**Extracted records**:
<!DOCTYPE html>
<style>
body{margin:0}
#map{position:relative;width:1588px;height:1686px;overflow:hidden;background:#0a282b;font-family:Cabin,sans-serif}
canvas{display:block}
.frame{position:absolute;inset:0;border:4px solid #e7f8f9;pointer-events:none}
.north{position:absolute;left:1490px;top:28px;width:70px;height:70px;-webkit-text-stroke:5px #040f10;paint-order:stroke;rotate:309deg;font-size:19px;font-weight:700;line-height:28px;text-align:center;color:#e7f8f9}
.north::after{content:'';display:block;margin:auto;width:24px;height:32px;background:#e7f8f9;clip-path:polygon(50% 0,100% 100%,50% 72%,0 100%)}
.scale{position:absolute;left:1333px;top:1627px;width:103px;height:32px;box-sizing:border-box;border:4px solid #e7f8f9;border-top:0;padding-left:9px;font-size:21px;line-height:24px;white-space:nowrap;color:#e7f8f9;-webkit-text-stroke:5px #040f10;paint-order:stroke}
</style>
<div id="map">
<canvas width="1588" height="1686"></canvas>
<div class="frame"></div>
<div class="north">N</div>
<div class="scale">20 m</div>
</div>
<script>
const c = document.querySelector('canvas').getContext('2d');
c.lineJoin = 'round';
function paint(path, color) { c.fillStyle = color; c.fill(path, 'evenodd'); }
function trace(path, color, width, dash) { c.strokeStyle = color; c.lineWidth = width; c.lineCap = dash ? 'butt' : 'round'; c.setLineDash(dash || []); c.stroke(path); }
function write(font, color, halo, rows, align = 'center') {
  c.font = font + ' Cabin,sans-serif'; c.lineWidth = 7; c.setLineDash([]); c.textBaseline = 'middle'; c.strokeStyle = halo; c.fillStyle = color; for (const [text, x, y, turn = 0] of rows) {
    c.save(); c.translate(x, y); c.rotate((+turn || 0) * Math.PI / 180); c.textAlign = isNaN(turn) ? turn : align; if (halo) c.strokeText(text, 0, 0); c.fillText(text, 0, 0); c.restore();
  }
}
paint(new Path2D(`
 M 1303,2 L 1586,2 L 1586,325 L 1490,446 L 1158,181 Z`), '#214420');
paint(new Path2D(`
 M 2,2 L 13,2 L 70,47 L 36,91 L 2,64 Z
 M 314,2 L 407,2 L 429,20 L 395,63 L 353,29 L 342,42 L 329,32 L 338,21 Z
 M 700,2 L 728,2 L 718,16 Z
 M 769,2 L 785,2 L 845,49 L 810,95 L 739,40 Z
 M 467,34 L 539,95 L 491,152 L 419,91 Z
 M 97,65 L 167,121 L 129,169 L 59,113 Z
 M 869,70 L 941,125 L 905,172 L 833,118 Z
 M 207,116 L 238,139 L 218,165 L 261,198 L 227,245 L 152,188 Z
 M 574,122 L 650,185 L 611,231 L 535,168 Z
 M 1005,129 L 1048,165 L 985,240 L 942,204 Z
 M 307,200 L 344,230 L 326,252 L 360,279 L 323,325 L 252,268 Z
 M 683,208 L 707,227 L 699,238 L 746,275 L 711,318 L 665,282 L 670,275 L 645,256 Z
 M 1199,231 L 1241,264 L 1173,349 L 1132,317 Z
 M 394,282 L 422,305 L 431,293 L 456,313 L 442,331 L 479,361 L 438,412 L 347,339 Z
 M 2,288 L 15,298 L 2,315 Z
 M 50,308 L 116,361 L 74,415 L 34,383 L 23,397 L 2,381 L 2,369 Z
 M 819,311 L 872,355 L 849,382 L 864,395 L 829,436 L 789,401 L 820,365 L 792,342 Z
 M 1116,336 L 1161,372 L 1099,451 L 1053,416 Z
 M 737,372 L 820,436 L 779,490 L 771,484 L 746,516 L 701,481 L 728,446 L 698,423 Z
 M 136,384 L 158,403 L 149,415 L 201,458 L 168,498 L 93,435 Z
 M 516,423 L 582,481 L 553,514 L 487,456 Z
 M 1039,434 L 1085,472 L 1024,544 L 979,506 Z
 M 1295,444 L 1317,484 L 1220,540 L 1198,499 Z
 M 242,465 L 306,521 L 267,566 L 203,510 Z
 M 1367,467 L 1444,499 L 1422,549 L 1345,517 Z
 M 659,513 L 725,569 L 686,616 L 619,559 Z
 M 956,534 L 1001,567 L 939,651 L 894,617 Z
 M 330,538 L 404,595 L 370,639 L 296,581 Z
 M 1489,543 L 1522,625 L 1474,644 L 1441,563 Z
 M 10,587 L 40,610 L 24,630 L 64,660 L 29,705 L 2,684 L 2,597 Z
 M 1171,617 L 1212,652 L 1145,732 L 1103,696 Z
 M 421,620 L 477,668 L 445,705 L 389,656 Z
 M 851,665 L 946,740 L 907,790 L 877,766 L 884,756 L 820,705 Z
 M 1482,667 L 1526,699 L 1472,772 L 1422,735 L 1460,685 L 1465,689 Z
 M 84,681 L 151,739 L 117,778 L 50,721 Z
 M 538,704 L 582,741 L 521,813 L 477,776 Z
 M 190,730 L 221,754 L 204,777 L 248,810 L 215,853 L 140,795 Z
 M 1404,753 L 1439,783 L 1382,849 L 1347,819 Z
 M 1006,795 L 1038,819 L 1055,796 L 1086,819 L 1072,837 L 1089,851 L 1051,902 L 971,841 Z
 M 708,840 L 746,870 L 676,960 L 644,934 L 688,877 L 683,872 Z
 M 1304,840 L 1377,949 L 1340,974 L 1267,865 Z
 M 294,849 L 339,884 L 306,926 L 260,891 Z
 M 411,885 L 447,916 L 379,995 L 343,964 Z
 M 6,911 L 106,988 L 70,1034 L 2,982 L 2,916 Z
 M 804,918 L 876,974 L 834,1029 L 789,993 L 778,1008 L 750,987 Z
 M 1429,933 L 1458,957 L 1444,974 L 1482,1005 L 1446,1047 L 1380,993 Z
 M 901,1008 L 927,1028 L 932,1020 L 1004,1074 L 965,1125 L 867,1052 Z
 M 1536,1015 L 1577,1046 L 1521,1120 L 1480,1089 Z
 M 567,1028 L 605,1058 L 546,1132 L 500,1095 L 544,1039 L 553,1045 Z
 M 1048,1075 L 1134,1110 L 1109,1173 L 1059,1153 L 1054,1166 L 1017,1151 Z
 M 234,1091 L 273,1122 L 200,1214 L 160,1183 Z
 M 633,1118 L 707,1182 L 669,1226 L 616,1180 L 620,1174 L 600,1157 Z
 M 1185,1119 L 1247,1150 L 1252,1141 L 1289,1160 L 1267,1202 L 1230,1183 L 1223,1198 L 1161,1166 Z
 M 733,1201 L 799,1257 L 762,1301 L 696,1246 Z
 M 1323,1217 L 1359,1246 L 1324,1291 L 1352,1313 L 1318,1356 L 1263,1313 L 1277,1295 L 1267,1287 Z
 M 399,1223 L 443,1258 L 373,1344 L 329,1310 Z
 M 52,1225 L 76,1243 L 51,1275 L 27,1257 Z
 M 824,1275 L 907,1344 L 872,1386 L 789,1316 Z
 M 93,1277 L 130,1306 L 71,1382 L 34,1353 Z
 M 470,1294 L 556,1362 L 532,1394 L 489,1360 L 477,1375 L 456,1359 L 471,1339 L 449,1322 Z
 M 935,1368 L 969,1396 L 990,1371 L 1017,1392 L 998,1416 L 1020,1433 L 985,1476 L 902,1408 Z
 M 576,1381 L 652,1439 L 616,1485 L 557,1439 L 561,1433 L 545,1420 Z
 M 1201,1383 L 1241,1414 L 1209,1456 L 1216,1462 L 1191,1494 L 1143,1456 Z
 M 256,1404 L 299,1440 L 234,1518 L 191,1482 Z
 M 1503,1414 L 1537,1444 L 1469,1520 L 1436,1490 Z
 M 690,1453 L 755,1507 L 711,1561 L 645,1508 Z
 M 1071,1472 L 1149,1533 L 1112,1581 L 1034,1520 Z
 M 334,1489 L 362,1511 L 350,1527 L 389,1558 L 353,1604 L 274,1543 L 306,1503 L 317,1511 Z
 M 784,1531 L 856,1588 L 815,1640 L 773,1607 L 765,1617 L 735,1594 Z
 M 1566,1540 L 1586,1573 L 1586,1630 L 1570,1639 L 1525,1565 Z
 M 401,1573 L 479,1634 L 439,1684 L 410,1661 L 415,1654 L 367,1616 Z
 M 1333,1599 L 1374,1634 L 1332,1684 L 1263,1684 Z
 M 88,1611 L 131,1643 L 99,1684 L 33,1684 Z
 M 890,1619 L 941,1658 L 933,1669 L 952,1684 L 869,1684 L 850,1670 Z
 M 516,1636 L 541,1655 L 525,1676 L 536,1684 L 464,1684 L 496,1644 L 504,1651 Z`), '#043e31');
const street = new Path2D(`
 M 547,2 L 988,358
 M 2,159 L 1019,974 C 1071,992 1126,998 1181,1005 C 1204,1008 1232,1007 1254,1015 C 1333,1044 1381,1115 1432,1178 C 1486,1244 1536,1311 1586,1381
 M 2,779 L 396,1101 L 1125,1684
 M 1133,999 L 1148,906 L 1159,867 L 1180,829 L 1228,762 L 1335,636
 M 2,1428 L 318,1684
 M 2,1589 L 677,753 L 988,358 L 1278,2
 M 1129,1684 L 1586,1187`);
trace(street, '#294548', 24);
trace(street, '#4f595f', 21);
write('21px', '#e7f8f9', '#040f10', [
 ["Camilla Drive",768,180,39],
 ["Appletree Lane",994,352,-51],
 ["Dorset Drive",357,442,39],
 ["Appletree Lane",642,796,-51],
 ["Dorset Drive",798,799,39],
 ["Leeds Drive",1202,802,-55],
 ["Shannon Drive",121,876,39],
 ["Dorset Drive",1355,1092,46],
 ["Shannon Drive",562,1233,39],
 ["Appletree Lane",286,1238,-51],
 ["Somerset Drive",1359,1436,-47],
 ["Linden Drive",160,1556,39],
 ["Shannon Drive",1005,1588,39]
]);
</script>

**Your instructions**: Look through the data above. Each line containing the word "function" needs to be copied.

**Written answer**:
function paint(path, color) { c.fillStyle = color; c.fill(path, 'evenodd'); }
function trace(path, color, width, dash) { c.strokeStyle = color; c.lineWidth = width; c.lineCap = dash ? 'butt' : 'round'; c.setLineDash(dash || []); c.stroke(path); }
function write(font, color, halo, rows, align = 'center') {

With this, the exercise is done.